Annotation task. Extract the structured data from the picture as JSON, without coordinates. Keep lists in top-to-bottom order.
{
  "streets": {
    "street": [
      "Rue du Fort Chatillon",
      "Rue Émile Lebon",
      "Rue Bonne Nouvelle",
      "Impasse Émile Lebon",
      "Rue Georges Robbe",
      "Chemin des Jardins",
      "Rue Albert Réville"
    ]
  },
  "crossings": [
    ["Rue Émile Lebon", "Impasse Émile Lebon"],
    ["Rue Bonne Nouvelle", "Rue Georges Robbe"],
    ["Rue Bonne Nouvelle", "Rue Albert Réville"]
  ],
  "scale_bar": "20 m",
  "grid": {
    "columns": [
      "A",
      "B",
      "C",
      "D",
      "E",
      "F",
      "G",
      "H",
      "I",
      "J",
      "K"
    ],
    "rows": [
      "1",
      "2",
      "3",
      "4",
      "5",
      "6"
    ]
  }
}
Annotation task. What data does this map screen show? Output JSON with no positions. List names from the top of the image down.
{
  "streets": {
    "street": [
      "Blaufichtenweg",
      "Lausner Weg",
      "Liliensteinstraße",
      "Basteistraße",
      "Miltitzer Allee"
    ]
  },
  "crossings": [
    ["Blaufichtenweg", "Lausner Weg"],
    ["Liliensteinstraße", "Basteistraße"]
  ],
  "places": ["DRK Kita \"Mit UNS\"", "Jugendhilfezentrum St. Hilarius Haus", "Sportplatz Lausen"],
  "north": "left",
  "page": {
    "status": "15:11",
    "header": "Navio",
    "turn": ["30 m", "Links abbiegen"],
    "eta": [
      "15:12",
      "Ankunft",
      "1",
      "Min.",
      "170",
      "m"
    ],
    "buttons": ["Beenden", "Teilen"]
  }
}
------------------------------------
- WHAT THE TASK ASKS
Give the data again, unchanged in every line.

- YOUR RESPONSE
Annotation task. Extract the structured data from the picture as JSON, without coordinates. Keep lists in top-to-bottom order.
{
  "streets": {
    "street": [
      "Rue du Fort Chatillon",
      "Rue Émile Lebon",
      "Rue Bonne Nouvelle",
      "Impasse Émile Lebon",
      "Rue Georges Robbe",
      "Chemin des Jardins",
      "Rue Albert Réville"
    ]
  },
  "crossings": [
    ["Rue Émile Lebon", "Impasse Émile Lebon"],
    ["Rue Bonne Nouvelle", "Rue Georges Robbe"],
    ["Rue Bonne Nouvelle", "Rue Albert Réville"]
  ],
  "scale_bar": "20 m",
  "grid": {
    "columns": [
      "A",
      "B",
      "C",
      "D",
      "E",
      "F",
      "G",
      "H",
      "I",
      "J",
      "K"
    ],
    "rows": [
      "1",
      "2",
      "3",
      "4",
      "5",
      "6"
    ]
  }
}
Annotation task. What data does this map screen show? Output JSON with no positions. List names from the top of the image down.
{
  "streets": {
    "street": [
      "Blaufichtenweg",
      "Lausner Weg",
      "Liliensteinstraße",
      "Basteistraße",
      "Miltitzer Allee"
    ]
  },
  "crossings": [
    ["Blaufichtenweg", "Lausner Weg"],
    ["Liliensteinstraße", "Basteistraße"]
  ],
  "places": ["DRK Kita \"Mit UNS\"", "Jugendhilfezentrum St. Hilarius Haus", "Sportplatz Lausen"],
  "north": "left",
  "page": {
    "status": "15:11",
    "header": "Navio",
    "turn": ["30 m", "Links abbiegen"],
    "eta": [
      "15:12",
      "Ankunft",
      "1",
      "Min.",
      "170",
      "m"
    ],
    "buttons": ["Beenden", "Teilen"]
  }
}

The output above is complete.